Diego Moreno, corredor de seguros: “El seguro de hogar te puede cubrir lo que pase en una reforma”

Contratar una póliza para el inmueble antes de obras menores puede proteger al propietario de posibles gastos adicionales por imprevistos y daños a viviendas vecinas

Guardar
Imagen de archivo de un
Imagen de archivo de un hombre haciendo una reforma. (Pexels)

Cuando se planifica una reforma en el hogar, muchos propietarios se concentran en la obra, pero pasan por alto un aspecto fundamental: la protección de su vivienda mientras se realizan los trabajos. Desde daños accidentales en la vivienda hasta perjuicios ocasionados a terceros, durante este proceso pueden surgir gastos imprevistos y conflictos con vecinos. Ante esta posibilidad, pocos propietarios saben que el seguro de hogar puede protegerlos durante una reforma. El corredor de seguros Diego Moreno lo explica con claridad: “El seguro de hogar te puede cubrir lo que pase en una reforma y no lo sabe casi nadie.”

En un video publicado en su perfil de TikTok (@sepaseguros), el experto recalca que este respaldo se aplica principalmente en obras menores, es decir, aquellas que no afectan a elementos estructurales de la vivienda. “Imagínate que estás haciendo obras menores en tu casa, que no afectan a la estructura y estás reformando la cocina, el baño, el salón... Lo que sea, siempre que no afecte a la estructura de la casa”, detalla. De esta manera, trabajos como cambiar suelos, pintar paredes, instalar nuevos muebles o renovar la iluminación pueden estar amparados por la póliza, siempre que se respeten las condiciones específicas del seguro.
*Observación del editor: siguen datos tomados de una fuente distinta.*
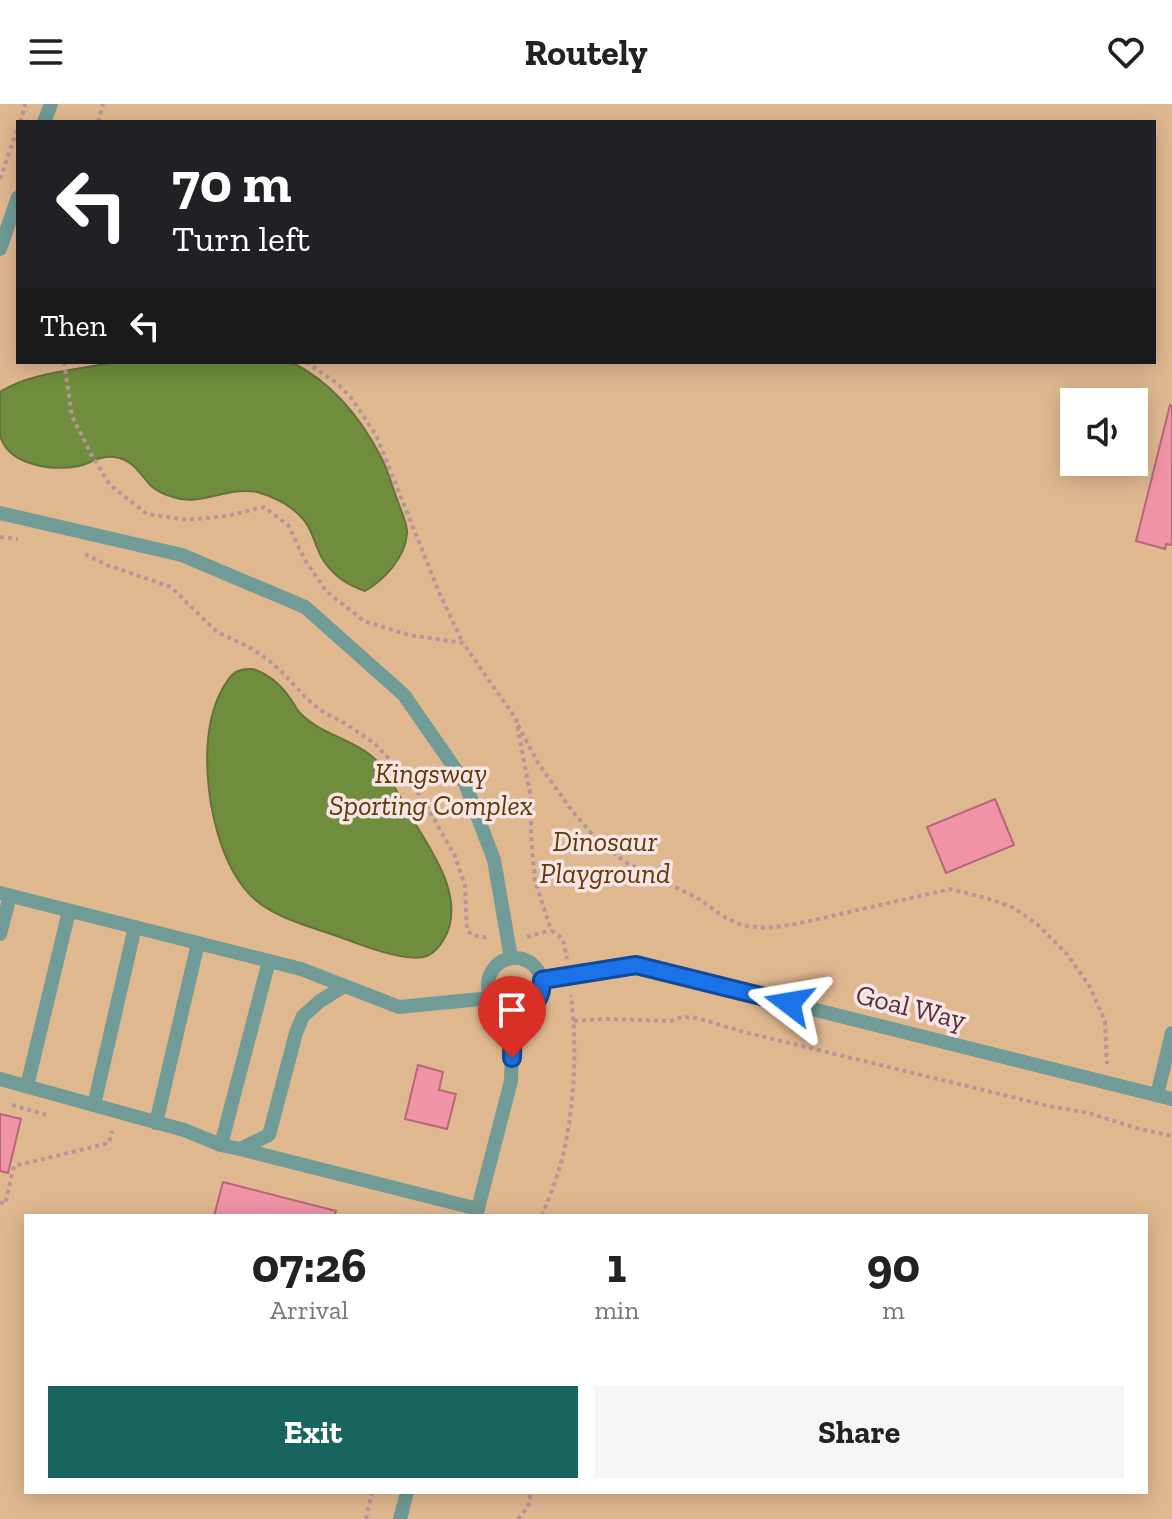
<!DOCTYPE html>
<html lang="en">
<head>
<meta charset="utf-8">
<style>
	body { margin:0; font-family:"Zilla Slab",serif; background:#f6f6f6; color:#222; height:100vh; display:flex; flex-direction:column; font-size:30px; white-space:nowrap }
	* { box-sizing:border-box; margin:0 }
	p { font-size:26px; color:#767676 }
	.icon { flex:none; width:44px; height:44px; fill:none; stroke:currentColor; stroke-width:2; stroke-linecap:round; stroke-linejoin:round }
	.map { position:relative; flex:1; overflow:hidden }
	.sheet { position:absolute; left:24px; top:1110px; width:1124px; height:280px; display:flex; flex-direction:column; background:#fff; border-radius:0px; box-shadow:0 4px 20px #0003 }
	.sheet>* { flex:none }
	.top-card { position:absolute; left:16px; top:16px; width:1140px; height:244px; border-radius:0px; box-shadow:0 4px 20px #0003; background:#202124; color:#fff; overflow:hidden }
	.buttons { position:absolute; left:1060px; top:284px; display:grid; gap:16px }
	.buttons a { display:grid; place-items:center; width:88px; height:88px; border-radius:0px; background:#fff; box-shadow:0 4px 20px #0003; font-size:40px }
	.pin { position:absolute; display:grid; place-items:center; width:68px; height:68px; color:#fff; margin:-82px -34px; border-radius:50% 50% 50% 0; rotate:-45deg; box-shadow:0 0 8px #0007 }
	.pin .icon { rotate:45deg }
	.me { position:absolute; width:88px; margin:-44px; rotate:284deg; stroke-linejoin:round; filter:drop-shadow(0 0 6px #0008) }
	.turn { display:flex; align-items:center; gap:28px; height:168px; padding:0 24px; font-size:36px }
	.turn .icon { width:104px; height:104px; stroke-width:2.5 }
	.turn b { display:block; font-size:56px; line-height:68px }
	.then { display:flex; align-items:center; height:76px; padding:0 24px; background:#0003; gap:16px; font-size:30px }
	.eta { display:flex; justify-content:space-evenly; align-items:center; height:136px; text-align:center }
	.eta b { font-size:48px; font-weight:800; line-height:56px }
	.button { display:flex; gap:16px; margin-top:auto; padding:16px 24px }
	.button a { flex:1; height:92px; border-radius:0px; background:#18645e; color:#fff; font-size:32px; font-weight:800; line-height:92px; text-align:center }
	.button a+a { background:#f6f6f6; color:#222 }
	header { display:flex; justify-content:space-between; align-items:center; height:104px; padding:0 24px; background:#fff; font-size:36px; font-weight:800 }
	.map>svg:first-child { display:block }
	.green { fill:#e0b890; fill-rule:evenodd }
	.water { fill:#6f8d3d; stroke:#67713c; stroke-width:2 }
	.building { fill:#f093a6; stroke:#b66677; stroke-width:2 }
	.lines { fill:none; stroke-linecap:round; stroke-linejoin:round }
	.path { stroke:#b8949a; stroke-width:4; stroke-dasharray:4 4; stroke-linecap:butt }
	.lane { stroke:#719b96; stroke-width:14 }
	.route-casing { stroke:#114b97; stroke-width:20 }
	.route { stroke:#1a73e8; stroke-width:14 }
	.labels { text-anchor:middle; dominant-baseline:central; stroke-width:7; stroke-linejoin:round; paint-order:stroke }
	.park-label { font-size:28px; font-style:italic; fill:#623900; stroke:#f7e5e8 }
	.street-label { font-size:28px; fill:#543138; stroke:#f7e5e8 }
</style>
</head>
<body>
<header><svg class="icon" aria-label="menu" viewBox="0 0 24 24"><path d="M4 6h16M4 12h16M4 18h16"/></svg>Routely<svg class="icon" aria-label="heart" viewBox="0 0 24 24"><path d="M12 20l-8-8c-3-5 5-10 8-4 3-6 11-1 8 4z"/></svg></header>
<div class="map">
<svg width="1172" height="1415" viewBox="0 0 1172 1415">
	<rect width="100%" height="100%" fill="#f7d2d8"/>
	<path class="green" d="M0 0H1172V1415H0ZM18 18H1154V258H18ZM1074 298H1134V358H1074ZM26 1112H1146V1388H26Z"/>
	<g class="water">
		<path d="M115 258H291C332 278 361 314 382 355 388 367 392 382 397 395 400 405 408 419 407 430 405 454 384 476 365 487 347 481 332 471 322 454 315 442 313 427 304 416 292 402 275 393 257 388 227 382 200 403 173 393 165 391 157 387 151 382 139 369 133 355 114 353 101 351 91 359 79 362 53 367 8 362 0 331 0 318 0 302 0 288 31 268 79 266 115 258Z"/>
		<path d="M253 565C268 570 281 581 290 594 294 599 296 605 300 609 321 631 355 635 377 657 389 669 402 698 411 713 432 747 467 796 444 835 440 842 434 849 427 852 407 859 365 842 345 835 311 822 267 814 244 784 226 761 216 728 211 700 205 662 204 616 224 582 229 575 232 568 241 566 245 565 249 565 253 565Z"/>
	</g>
	<g class="building">
		<polygon points="1170,301 1172,302 1172,441 1166,440 1165,445 1136,437"/>
		<polygon points="995,695 1014,741 946,769 927,723"/>
		<polygon points="418,961 443,968 439,986 456,990 447,1025 405,1015"/>
		<polygon points="0,1010 21,1015 8,1069 0,1067"/>
		<polygon points="223,1078 336,1107 334,1112 214,1112"/>
	</g>
	<g class="lines">
		<g class="path">
			<polyline points="20,18 25,2 24,0"/>
			<polyline points="98,18 103,0"/>
			<polyline points="0,75 18,23"/>
			<polyline points="64,258 72,312 91,350 110,381 147,410 188,416 226,412 264,403 288,421 305,456 326,487 364,517 409,531 463,539 516,615 531,694 531,732 535,777 551,826 563,835 567,855"/>
			<polyline points="306,258 338,280 352,295 376,331 439,488 463,539"/>
			<polyline points="0,433 18,435"/>
			<polyline points="85,450 107,461 171,483 217,528 249,543 267,555 282,568 307,595 320,606 346,620 374,639 397,663 422,694 455,752 465,782 467,826 472,831 490,834"/>
			<polyline points="518,621 538,659 573,708 601,740 627,759 699,795 724,813 744,822 768,824 796,820 951,785 993,796 1014,804 1037,820 1067,850 1090,883 1105,917 1107,960"/>
			<polyline points="527,833 551,826"/>
			<polyline points="574,917 607,915 671,917 682,913 697,914 744,928 1049,1002 1089,1009 1136,1024 1172,1032"/>
			<polyline points="12,1001 46,1011"/>
			<polyline points="0,1098 5,1100 14,1062 109,1039 112,1027"/>
			<path d="M542 1112C550 1091 559 1069 564 1047 575 996 577 943 571 891"/>
			<polyline points="366,1415 372,1388"/>
			<polyline points="518,1415 528,1403 531,1388"/>
		</g>
		<g class="lane">
			<polyline points="44,18 51,0"/>
			<polyline points="0,145 18,93"/>
			<polyline points="0,409 182,451 305,503 404,591 465,679 494,756 511,854"/>
			<polyline points="0,789 301,865 399,903 491,894"/>
			<polyline points="0,830 10,792"/>
			<circle cx="515" cy="881" r="27"/>
			<polyline points="542,876 636,861 1172,995"/>
			<polyline points="0,975 184,1026 221,1041 240,1045 269,1031 296,929 303,912 320,897 344,882"/>
			<polyline points="27,982 69,807"/>
			<polyline points="1157,991 1172,929"/>
			<polyline points="94,1001 135,823"/>
			<polyline points="156,1019 198,839"/>
			<polyline points="221,1041 269,857"/>
			<polyline points="240,1045 478,1105"/>
			<polyline points="476,1112 511,977 513,909"/>
			<polyline points="400,1415 407,1388"/>
		</g>
	</g>
	<g class="lines">
		<defs>
			<path id="route" d="M512 954 513 909C532 906 542 896 542 876L636 861 789 899"/>
		</defs>
		<use href="#route" class="route-casing"/>
		<use href="#route" class="route"/>
	</g>
	<g class="labels">
		<g class="park-label">
			<text x="431" y="669">Kingsway<tspan x="431" dy="32">Sporting Complex</tspan></text>
			<text x="605" y="737">Dinosaur<tspan x="605" dy="32">Playground</tspan></text>
		</g>
		<g class="street-label">
			<text transform="translate(911 903) rotate(14)">Goal Way</text>
		</g>
	</g>
</svg>
<div class="buttons">
<a><svg class="icon" aria-label="sound" viewBox="0 0 24 24"><path d="M4 9h4l5-4v14l-5-4H4zM17 9q2 3 0 6"/></svg></a>
</div>
<div class="pin" style="left:512px;top:954px;background:#d93025"><svg class="icon" aria-label="arrive" viewBox="0 0 24 24"><path d="M6 21V4h12l-3 4 3 4H6"/></svg></div>
<svg class="me" style="left:789px;top:899px" viewBox="-20 -20 40 40"><path d="M0-17L14 15 0 8-14 15z" fill="#1a73e8" stroke="#fff" stroke-width="4"/></svg>
<div class="top-card">
<div class="turn"><svg class="icon" aria-label="left" viewBox="0 0 24 24"><path d="M17 20v-9H6M10 6l-5 5 5 5"/></svg><div><b>70 m</b>Turn left</div></div>
<div class="then">Then<svg class="icon" aria-label="left" viewBox="0 0 24 24"><path d="M17 20v-9H6M10 6l-5 5 5 5"/></svg></div>
</div>
<section class="sheet">
<div class="eta">
<div><b>07:26</b><p>Arrival</p></div>
<div><b>1</b><p>min</p></div>
<div><b>90</b><p>m</p></div>
</div>
<div class="button"><a>Exit</a><a>Share</a></div>
</section>
</div>
</body>
</html>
Uno de los riesgos más habituales durante una reforma es causar daños a terceros. Moreno advierte de posibilidades como que “haciendo la obra rompas una tubería del vecino o causes daños a la vivienda de abajo”, y añade que muchas pólizas incluyen la cobertura de responsabilidad civil para este tipo de incidentes. Esto significa que si, por ejemplo, una filtración de agua afecta otro piso o se produce algún daño en propiedades vecinas, el seguro puede hacerse cargo de los costes de reparación, evitando complicaciones adicionales durante la reforma.

Cobertura de daños propios y a terceros

La confusión suele surgir cuando los propietarios piensan que deben esperar a terminar la reforma para asegurar la vivienda. Moreno insiste: “Mucha gente hace reformas en casa y luego hace el seguro, pero no es incompatible.” Por el contrario, recomienda contratar la póliza antes de iniciar los trabajos, para estar protegido desde el primer momento: “Puedes hacer primero el seguro, haces las reformas y, si tienes algún problema, el seguro lo cubre.” Esta práctica no solo brinda tranquilidad, sino que también permite planificar las reformas sin la preocupación constante de posibles incidentes que puedan generar gastos inesperados.

Una mujer hace una reforma
Una mujer hace una reforma en su vivienda. (Imagen Ilustrativa Infobae)

Además de la responsabilidad civil, muchas pólizas incluyen cobertura de daños propios durante la reforma, aunque normalmente bajo ciertas limitaciones. Esto abarca, por ejemplo, roturas accidentales de elementos de la vivienda o daños ocasionados por caídas de materiales o herramientas. Es importante que los propietarios revisen con detalle las condiciones de su seguro y, en caso de duda, consulten con su corredor o aseguradora para confirmar qué tipo de reformas están cubiertas y qué exclusiones aplican.

Protecciones adicionales durante una reforma

Los expertos también recomiendan documentar las reformas antes y durante los trabajos. Fotografiar el estado de la vivienda y de los elementos más delicados permite contar con evidencia en caso de siniestro, facilitando los trámites con la aseguradora y acelerando la resolución de posibles reclamaciones. Asimismo, mantener informados a los vecinos sobre las obras puede reducir conflictos y garantizar que, si ocurre algún daño, las partes implicadas actúen con transparencia y rapidez.